● Available data
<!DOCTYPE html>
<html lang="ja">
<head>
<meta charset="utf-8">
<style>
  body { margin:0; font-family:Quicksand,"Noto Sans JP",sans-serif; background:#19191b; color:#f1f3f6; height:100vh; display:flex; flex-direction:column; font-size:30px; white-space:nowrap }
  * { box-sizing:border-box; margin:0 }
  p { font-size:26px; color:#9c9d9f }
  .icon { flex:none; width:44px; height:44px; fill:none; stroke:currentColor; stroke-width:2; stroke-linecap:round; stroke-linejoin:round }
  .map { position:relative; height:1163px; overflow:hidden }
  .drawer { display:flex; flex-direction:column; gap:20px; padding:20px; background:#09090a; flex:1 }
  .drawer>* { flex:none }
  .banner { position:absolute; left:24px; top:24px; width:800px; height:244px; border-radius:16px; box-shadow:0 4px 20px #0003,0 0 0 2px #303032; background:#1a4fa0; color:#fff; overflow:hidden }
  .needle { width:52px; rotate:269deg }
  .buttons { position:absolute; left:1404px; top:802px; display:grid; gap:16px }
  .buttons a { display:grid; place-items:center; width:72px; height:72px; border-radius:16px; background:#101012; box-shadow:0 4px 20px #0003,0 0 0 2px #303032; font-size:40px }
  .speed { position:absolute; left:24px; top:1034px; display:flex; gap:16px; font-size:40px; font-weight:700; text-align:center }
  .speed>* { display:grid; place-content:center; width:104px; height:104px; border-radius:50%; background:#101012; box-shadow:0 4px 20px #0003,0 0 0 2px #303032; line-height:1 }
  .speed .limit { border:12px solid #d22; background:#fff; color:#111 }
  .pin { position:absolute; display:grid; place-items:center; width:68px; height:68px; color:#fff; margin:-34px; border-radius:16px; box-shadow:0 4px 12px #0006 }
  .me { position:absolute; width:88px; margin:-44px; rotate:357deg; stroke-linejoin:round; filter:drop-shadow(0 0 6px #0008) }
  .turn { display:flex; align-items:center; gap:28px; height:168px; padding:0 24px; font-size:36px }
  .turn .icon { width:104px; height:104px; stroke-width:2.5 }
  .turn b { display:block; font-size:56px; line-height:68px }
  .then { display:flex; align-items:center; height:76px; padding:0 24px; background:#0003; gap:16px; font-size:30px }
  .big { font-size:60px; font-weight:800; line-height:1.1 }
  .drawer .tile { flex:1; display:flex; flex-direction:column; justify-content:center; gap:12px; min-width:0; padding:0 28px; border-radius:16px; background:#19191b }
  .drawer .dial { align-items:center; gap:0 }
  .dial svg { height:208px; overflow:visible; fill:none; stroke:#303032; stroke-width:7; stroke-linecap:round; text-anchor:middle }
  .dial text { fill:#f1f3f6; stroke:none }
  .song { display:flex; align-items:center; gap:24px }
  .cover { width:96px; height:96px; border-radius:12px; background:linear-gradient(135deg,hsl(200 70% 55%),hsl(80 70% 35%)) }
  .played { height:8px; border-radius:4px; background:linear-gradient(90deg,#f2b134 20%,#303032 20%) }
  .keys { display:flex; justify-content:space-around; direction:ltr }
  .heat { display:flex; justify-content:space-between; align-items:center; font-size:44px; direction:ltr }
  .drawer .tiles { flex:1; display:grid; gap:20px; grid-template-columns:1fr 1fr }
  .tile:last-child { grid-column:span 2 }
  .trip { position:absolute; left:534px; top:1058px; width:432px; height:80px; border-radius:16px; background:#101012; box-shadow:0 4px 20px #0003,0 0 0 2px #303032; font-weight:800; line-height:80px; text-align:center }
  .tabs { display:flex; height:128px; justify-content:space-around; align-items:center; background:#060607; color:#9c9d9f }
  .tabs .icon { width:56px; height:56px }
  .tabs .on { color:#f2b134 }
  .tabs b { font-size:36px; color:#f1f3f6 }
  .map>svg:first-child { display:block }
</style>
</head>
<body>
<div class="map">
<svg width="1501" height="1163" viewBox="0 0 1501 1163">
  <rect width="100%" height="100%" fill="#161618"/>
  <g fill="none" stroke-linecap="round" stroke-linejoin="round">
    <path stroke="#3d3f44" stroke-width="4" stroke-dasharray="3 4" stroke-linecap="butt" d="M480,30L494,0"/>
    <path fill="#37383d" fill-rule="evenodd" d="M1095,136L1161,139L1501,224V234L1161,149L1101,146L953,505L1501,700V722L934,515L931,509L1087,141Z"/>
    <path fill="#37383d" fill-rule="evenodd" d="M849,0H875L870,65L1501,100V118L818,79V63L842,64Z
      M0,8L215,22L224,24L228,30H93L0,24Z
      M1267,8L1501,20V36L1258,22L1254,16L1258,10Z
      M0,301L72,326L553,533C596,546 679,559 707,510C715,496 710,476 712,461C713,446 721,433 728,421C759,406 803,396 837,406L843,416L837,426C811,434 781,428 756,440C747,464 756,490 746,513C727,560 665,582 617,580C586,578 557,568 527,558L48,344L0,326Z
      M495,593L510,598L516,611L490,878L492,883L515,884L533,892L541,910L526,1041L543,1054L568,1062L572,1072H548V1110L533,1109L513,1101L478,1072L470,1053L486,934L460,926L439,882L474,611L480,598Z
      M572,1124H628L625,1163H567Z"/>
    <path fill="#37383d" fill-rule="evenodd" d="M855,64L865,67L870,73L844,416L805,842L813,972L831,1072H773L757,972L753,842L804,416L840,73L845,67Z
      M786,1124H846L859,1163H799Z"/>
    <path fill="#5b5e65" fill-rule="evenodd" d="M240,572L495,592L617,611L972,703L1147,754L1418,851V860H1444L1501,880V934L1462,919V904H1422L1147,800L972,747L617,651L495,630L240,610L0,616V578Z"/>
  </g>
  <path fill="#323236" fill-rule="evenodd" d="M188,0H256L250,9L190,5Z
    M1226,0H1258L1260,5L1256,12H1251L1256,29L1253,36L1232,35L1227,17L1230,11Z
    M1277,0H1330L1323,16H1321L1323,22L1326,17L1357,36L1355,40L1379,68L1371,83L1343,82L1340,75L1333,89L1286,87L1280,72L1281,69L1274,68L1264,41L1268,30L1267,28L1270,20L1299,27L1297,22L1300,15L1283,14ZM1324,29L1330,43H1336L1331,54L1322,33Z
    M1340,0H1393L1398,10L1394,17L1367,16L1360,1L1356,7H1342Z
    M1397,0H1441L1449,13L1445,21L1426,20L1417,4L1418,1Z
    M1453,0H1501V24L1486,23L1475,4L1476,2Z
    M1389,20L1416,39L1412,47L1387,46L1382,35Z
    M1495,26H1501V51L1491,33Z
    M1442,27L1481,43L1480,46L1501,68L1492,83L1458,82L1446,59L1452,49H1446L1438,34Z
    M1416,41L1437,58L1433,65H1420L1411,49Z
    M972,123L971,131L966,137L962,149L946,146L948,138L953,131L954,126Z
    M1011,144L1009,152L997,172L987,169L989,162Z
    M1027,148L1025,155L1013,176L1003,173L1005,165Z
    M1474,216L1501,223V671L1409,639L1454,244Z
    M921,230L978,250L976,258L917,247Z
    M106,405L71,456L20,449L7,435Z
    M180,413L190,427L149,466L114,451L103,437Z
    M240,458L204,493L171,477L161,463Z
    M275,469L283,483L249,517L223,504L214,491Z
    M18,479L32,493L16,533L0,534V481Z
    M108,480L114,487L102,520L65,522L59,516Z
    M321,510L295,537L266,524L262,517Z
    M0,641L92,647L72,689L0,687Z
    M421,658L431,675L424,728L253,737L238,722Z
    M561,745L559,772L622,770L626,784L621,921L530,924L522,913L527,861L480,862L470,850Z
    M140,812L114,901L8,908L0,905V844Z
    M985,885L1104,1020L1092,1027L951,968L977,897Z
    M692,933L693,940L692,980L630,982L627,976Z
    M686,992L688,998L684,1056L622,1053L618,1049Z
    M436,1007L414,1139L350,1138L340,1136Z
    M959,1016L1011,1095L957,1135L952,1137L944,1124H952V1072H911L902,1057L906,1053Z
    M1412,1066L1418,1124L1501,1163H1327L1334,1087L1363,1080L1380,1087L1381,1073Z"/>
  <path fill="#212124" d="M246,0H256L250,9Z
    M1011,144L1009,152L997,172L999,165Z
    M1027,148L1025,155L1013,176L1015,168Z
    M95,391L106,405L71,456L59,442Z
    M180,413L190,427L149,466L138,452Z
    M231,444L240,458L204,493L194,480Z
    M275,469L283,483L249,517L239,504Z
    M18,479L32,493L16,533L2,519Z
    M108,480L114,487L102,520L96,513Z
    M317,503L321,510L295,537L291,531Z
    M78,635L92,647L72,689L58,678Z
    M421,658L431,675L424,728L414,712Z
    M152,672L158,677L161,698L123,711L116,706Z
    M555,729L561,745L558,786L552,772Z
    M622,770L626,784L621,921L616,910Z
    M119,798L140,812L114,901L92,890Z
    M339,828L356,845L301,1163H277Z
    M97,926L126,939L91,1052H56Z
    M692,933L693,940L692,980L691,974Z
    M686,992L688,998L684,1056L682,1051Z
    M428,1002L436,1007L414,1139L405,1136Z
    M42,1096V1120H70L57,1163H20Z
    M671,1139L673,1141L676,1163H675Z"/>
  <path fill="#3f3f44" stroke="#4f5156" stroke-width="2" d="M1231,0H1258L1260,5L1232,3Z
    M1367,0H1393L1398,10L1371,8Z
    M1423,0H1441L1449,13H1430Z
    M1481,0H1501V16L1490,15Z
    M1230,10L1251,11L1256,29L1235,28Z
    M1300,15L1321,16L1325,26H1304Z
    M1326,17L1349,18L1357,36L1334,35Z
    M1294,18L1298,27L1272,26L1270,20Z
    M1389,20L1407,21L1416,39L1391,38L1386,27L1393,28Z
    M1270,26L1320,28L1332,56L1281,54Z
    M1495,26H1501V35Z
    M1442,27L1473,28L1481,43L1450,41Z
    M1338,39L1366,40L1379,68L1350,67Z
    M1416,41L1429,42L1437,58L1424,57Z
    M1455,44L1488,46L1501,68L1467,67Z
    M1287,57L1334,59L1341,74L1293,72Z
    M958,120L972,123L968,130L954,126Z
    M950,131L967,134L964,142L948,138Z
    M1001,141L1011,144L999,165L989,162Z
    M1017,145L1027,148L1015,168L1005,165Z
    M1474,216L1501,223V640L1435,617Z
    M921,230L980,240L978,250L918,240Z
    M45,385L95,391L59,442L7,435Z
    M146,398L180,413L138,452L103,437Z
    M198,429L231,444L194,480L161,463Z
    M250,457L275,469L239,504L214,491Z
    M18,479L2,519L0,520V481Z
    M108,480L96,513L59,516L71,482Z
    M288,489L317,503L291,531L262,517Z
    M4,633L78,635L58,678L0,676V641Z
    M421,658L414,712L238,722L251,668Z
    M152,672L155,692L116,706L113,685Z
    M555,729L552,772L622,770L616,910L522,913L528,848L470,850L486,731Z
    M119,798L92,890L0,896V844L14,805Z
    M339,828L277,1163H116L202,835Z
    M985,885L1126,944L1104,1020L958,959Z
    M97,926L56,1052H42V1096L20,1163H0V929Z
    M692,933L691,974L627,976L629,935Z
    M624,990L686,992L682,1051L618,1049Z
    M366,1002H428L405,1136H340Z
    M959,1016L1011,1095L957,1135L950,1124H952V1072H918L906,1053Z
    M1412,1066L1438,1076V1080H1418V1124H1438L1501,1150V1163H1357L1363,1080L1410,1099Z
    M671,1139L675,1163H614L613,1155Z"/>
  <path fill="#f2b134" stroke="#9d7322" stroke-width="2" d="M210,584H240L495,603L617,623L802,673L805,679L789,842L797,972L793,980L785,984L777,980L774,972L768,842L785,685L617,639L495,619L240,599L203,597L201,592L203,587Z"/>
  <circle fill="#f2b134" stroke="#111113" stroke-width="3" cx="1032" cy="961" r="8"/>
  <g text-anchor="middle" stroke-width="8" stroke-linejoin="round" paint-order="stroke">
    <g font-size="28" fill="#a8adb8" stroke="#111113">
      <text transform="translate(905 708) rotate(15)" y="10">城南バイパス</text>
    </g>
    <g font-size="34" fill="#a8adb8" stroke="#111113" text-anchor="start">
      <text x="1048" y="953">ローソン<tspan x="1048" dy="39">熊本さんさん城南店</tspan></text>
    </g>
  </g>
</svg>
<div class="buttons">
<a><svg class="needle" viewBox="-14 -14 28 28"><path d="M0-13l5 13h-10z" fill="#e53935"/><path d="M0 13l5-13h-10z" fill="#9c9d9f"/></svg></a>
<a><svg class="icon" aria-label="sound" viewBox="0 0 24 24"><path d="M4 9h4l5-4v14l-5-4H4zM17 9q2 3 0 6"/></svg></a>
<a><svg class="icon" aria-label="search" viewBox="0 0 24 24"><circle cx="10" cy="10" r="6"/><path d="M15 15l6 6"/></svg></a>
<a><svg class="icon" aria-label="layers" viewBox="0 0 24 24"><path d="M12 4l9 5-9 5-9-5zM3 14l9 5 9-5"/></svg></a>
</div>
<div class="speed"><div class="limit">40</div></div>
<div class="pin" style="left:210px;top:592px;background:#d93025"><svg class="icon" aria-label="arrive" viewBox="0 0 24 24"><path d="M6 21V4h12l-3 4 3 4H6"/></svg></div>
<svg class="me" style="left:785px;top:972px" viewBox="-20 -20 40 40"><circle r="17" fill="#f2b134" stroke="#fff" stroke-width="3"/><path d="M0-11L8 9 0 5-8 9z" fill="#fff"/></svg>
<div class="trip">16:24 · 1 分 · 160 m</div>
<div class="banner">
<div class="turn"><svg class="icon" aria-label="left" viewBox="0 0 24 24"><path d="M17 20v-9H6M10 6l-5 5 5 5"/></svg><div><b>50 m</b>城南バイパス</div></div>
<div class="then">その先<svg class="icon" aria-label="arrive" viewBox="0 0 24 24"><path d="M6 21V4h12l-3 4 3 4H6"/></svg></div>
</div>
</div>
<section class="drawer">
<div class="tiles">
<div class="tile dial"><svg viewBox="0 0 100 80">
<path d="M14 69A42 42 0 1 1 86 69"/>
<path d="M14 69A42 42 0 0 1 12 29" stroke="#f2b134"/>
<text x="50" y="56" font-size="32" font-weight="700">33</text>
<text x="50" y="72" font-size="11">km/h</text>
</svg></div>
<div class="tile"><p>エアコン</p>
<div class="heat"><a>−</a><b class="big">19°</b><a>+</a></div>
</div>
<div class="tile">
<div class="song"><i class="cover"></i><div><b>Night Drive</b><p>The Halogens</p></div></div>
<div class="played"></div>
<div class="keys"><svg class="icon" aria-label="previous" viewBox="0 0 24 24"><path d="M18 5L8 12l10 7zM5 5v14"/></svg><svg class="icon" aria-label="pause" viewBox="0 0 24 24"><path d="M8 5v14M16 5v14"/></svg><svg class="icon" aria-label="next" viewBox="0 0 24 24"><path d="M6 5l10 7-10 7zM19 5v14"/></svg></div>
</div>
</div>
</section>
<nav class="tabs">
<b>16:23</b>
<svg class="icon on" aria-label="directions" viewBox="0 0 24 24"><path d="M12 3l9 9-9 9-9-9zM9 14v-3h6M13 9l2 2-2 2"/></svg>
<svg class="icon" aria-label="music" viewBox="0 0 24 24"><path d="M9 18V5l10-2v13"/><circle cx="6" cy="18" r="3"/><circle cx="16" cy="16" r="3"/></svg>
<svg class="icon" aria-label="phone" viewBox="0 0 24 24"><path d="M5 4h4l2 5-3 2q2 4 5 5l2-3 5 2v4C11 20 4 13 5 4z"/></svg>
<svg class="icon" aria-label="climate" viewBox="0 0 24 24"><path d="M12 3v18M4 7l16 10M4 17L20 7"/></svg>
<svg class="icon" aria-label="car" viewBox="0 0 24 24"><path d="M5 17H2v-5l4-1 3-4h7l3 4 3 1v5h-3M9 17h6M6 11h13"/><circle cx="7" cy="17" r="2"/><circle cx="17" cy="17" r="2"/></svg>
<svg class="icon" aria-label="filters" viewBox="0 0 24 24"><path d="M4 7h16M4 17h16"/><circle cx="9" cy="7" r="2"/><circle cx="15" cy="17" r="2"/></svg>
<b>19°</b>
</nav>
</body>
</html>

● Your goal
Repeat exactly, and only, the run of lines from the start of the material above through the line that holds "position:absolute; left:24px; top:1034px;".

● Answer box
<!DOCTYPE html>
<html lang="ja">
<head>
<meta charset="utf-8">
<style>
  body { margin:0; font-family:Quicksand,"Noto Sans JP",sans-serif; background:#19191b; color:#f1f3f6; height:100vh; display:flex; flex-direction:column; font-size:30px; white-space:nowrap }
  * { box-sizing:border-box; margin:0 }
  p { font-size:26px; color:#9c9d9f }
  .icon { flex:none; width:44px; height:44px; fill:none; stroke:currentColor; stroke-width:2; stroke-linecap:round; stroke-linejoin:round }
  .map { position:relative; height:1163px; overflow:hidden }
  .drawer { display:flex; flex-direction:column; gap:20px; padding:20px; background:#09090a; flex:1 }
  .drawer>* { flex:none }
  .banner { position:absolute; left:24px; top:24px; width:800px; height:244px; border-radius:16px; box-shadow:0 4px 20px #0003,0 0 0 2px #303032; background:#1a4fa0; color:#fff; overflow:hidden }
  .needle { width:52px; rotate:269deg }
  .buttons { position:absolute; left:1404px; top:802px; display:grid; gap:16px }
  .buttons a { display:grid; place-items:center; width:72px; height:72px; border-radius:16px; background:#101012; box-shadow:0 4px 20px #0003,0 0 0 2px #303032; font-size:40px }
  .speed { position:absolute; left:24px; top:1034px; display:flex; gap:16px; font-size:40px; font-weight:700; text-align:center }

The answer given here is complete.